EXERCISE BRIEF
Nothing but the exact text of the entries should appear in your answer; pictures stay out.

(RECORDS FOR THIS TASK)

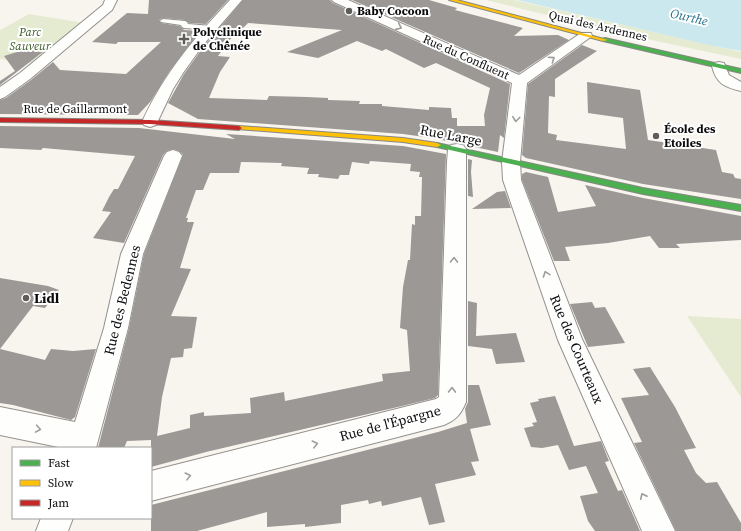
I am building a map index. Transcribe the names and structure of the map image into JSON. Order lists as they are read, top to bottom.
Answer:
{
  "streets": {
    "main road": ["Quai des Ardennes", "Rue de Gaillarmont", "Rue Large"],
    "street": [
      "Rue du Confluent",
      "Rue des Bedennes",
      "Rue des Courteaux",
      "Rue de l'Épargne"
    ]
  },
  "crossings": [
    ["Rue du Confluent", "Rue Large"],
    ["Rue du Confluent", "Rue des Courteaux"],
    ["Rue de Gaillarmont", "Rue Large"],
    ["Rue Large", "Rue des Courteaux"],
    ["Rue Large", "Rue de l'Épargne"]
  ],
  "one_way": ["Rue du Confluent", "Rue des Courteaux", "Rue de l'Épargne"],
  "water": ["Ourthe"],
  "parks": ["Parc Sauveur"],
  "places": {
    "other": ["Baby Cocoon", "École des Etoiles", "Lidl"],
    "health": ["Polyclinique de Chênée"]
  },
  "legend": ["Fast", "Slow", "Jam"]
}
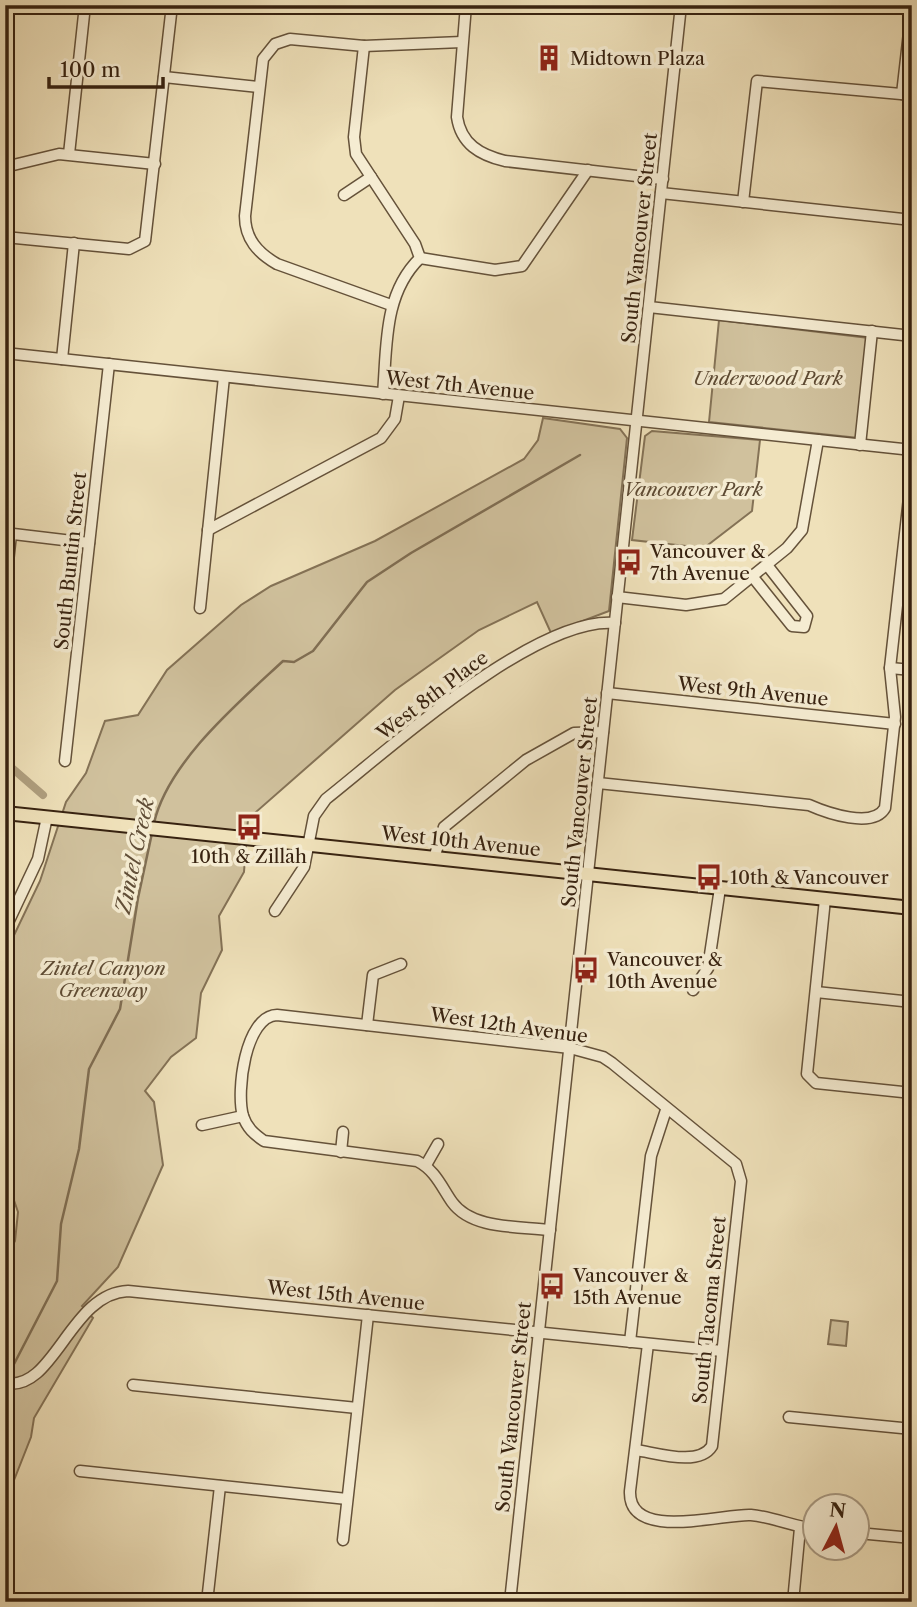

(End RECORDS FOR THIS TASK)

EXPECTED OUTPUT
I am building a map index. Transcribe the names and structure of the map image into JSON. Order lists as they are read, top to bottom.
Answer:
{
  "streets": {
    "main road": ["Quai des Ardennes", "Rue de Gaillarmont", "Rue Large"],
    "street": [
      "Rue du Confluent",
      "Rue des Bedennes",
      "Rue des Courteaux",
      "Rue de l'Épargne"
    ]
  },
  "crossings": [
    ["Rue du Confluent", "Rue Large"],
    ["Rue du Confluent", "Rue des Courteaux"],
    ["Rue de Gaillarmont", "Rue Large"],
    ["Rue Large", "Rue des Courteaux"],
    ["Rue Large", "Rue de l'Épargne"]
  ],
  "one_way": ["Rue du Confluent", "Rue des Courteaux", "Rue de l'Épargne"],
  "water": ["Ourthe"],
  "parks": ["Parc Sauveur"],
  "places": {
    "other": ["Baby Cocoon", "École des Etoiles", "Lidl"],
    "health": ["Polyclinique de Chênée"]
  },
  "legend": ["Fast", "Slow", "Jam"]
}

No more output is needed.